Here is the talib.EMA code:

"""
Quantopian EMA calculation is markedly different from other EMA implementations (MultiCharts, TradingView, OptionsXpress, Yahoo, etc.).  
"""
import talib  
def initialize(context):  
    context.bar_interval = '1d'  
    context.bar_count = 120  
    context.slow_ema_length = 22  
    context.fast_ema_length = 12  
    context.spy = sid(8554)  
def before_trading_start(context, data):  
    test_function(context, data)

def test_function(context, data):  
    slow_ema = talib.EMA(data.history(context.spy, 'high', context.bar_count, context.bar_interval), timeperiod = context.slow_ema_length)  
    fast_ema = talib.EMA(data.history(context.spy, 'high', context.bar_count, context.bar_interval), timeperiod = context.fast_ema_length)  
    trend_is_down = []  
    i = 0  
    while i < context.bar_count:  
        if fast_ema[i] < slow_ema[i]:  
            trend_is_down.append(True)  
        else:  
            trend_is_down.append(False)  
        i += 1  
    print slow_ema[context.bar_count - 10:]  
    print fast_ema[context.bar_count - 10:]  
    print trend_is_down[context.bar_count - 10:]  

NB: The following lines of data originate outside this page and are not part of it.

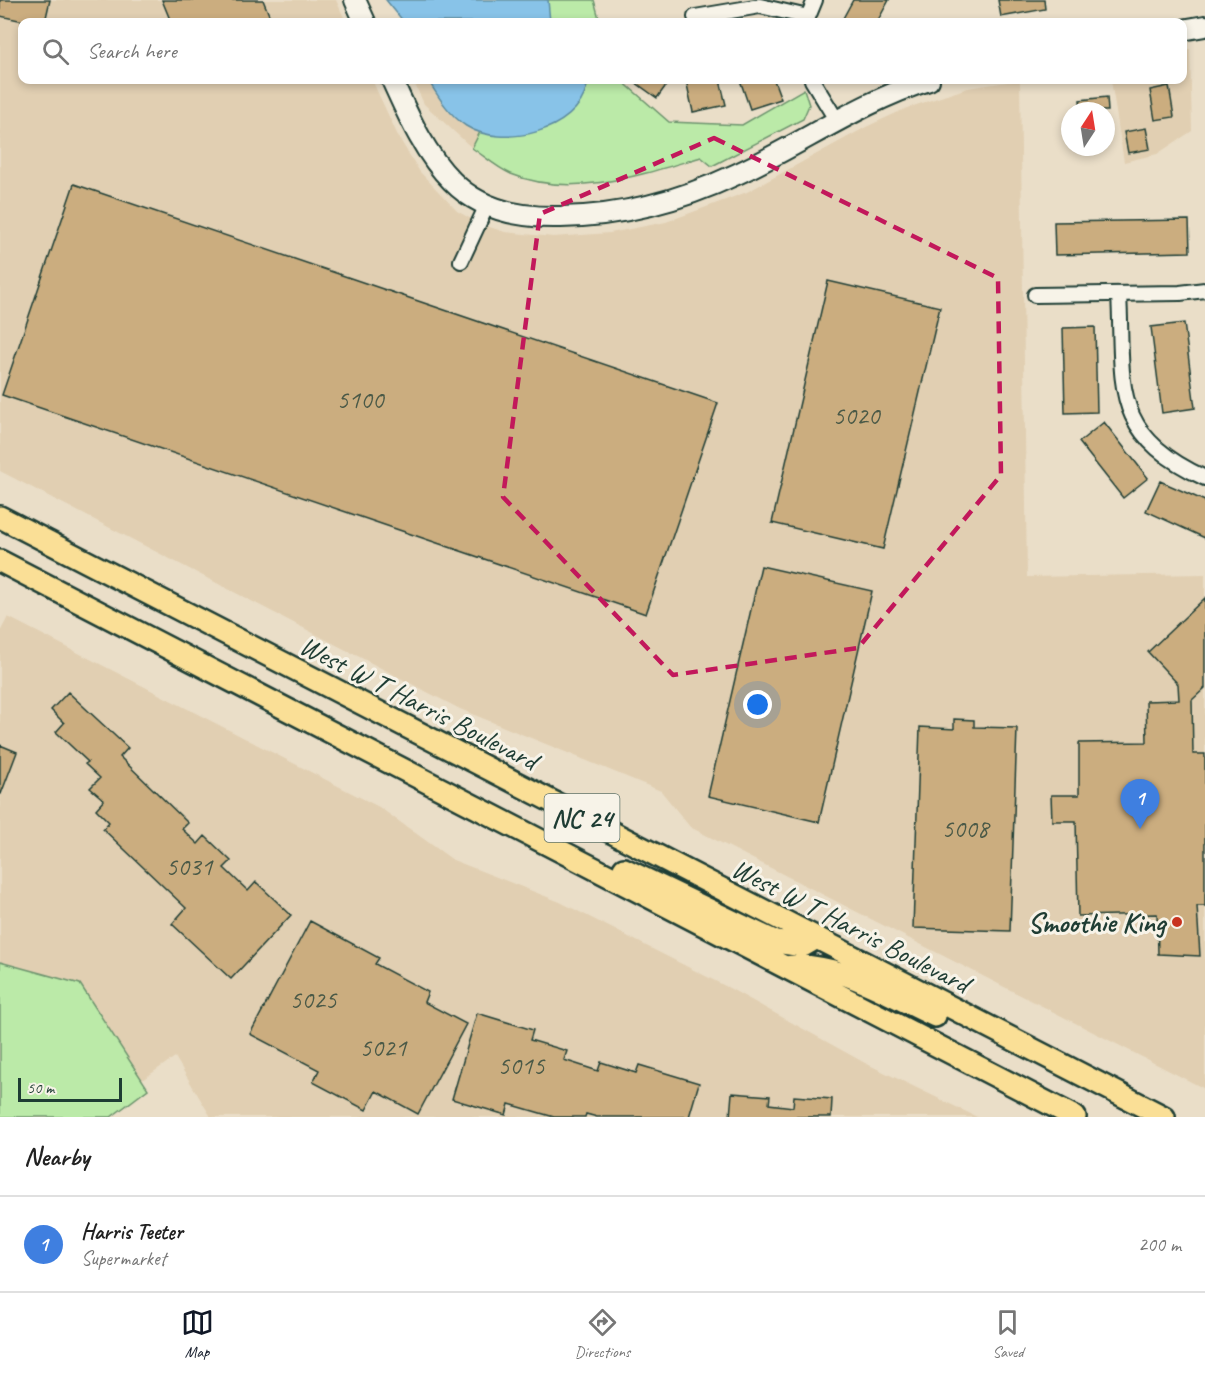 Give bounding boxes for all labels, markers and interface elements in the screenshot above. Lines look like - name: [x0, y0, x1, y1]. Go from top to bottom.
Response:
- search box: [18, 18, 1187, 84]
- icon: search: [39, 35, 72, 68]
- text: Search here: [87, 37, 177, 65]
- north arrow: [1061, 102, 1115, 156]
- house number: 5100: [337, 383, 386, 416]
- house number: 5020: [833, 399, 882, 432]
- street label: West W T Harris Boulevard: [294, 627, 547, 779]
- your location: [743, 690, 772, 719]
- pin: 1: [1120, 780, 1160, 829]
- road number: NC 24: [544, 794, 620, 842]
- house number: 5008: [942, 812, 991, 845]
- house number: 5031: [166, 850, 214, 883]
- street label: West W T Harris Boulevard: [726, 850, 979, 1002]
- place label: Smoothie King: [1028, 905, 1168, 940]
- marker: Smoothie King: [1170, 915, 1184, 929]
- house number: 5025: [290, 983, 338, 1016]
- house number: 5021: [360, 1031, 408, 1064]
- house number: 5015: [498, 1049, 546, 1082]
- scale bar: [18, 1075, 122, 1102]
- text: 50 m: [27, 1078, 54, 1098]
- text: Nearby: [24, 1140, 89, 1173]
- text: Harris Teeter: [81, 1218, 183, 1246]
- text: 1: [39, 1232, 48, 1257]
- text: 200 m: [1138, 1232, 1181, 1257]
- text: Supermarket: [81, 1246, 166, 1271]
- tab: Map: [181, 1306, 214, 1362]
- tab: Directions: [575, 1306, 630, 1362]
- tab: Saved: [991, 1306, 1024, 1362]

Here is the ported MultiCharts EMA code:

"""
MultiCharts EMA calculation test.  
"""
def initialize(context):  
    context.bar_interval = '1d'  
    context.bar_count = 120  
    context.slow_ema_length = 22  
    context.fast_ema_length = 12  
    context.spy = sid(8554)  
def before_trading_start(context, data):  
    test_function(context, data)

def test_function(context, data):  
    slow_ema = EMA(data.history(context.spy, 'high', context.bar_count, context.bar_interval), context.slow_ema_length)  
    fast_ema = EMA(data.history(context.spy, 'high', context.bar_count, context.bar_interval), context.fast_ema_length)  
    trend_is_down = []  
    for i in range(context.bar_count):  
        if fast_ema[i] < slow_ema[i]:  
            trend_is_down.append(True)  
        else:  
            trend_is_down.append(False)  
    print slow_ema[context.bar_count - 10:]  
    print fast_ema[context.bar_count - 10:]  
    print trend_is_down[context.bar_count - 10:]

def EMA(price, length):  
    """  
    MultiCharts EMA implementation.  
    """  
    var0 = 2.0 / (length + 1)  
    ema = 0.0  
    ema_list = []  
    for i in range(len(price)):  
        if i == 0:  
            ema = price[i]  
            ema_list.append(ema)  
        else:  
            ema = ema + var0 * (price[i] - ema)  
            ema_list.append(ema)  
    return ema_list

If you build and run them on 2016-10-07 to 2016-10-10, they should have produced lists consisting all True values like other trading or charting platforms (MultiCharts, TradingView, OptionsXpress, Yahoo, etc.). But, that is not the case. You can change 'high' to 'close', it does not matter at all.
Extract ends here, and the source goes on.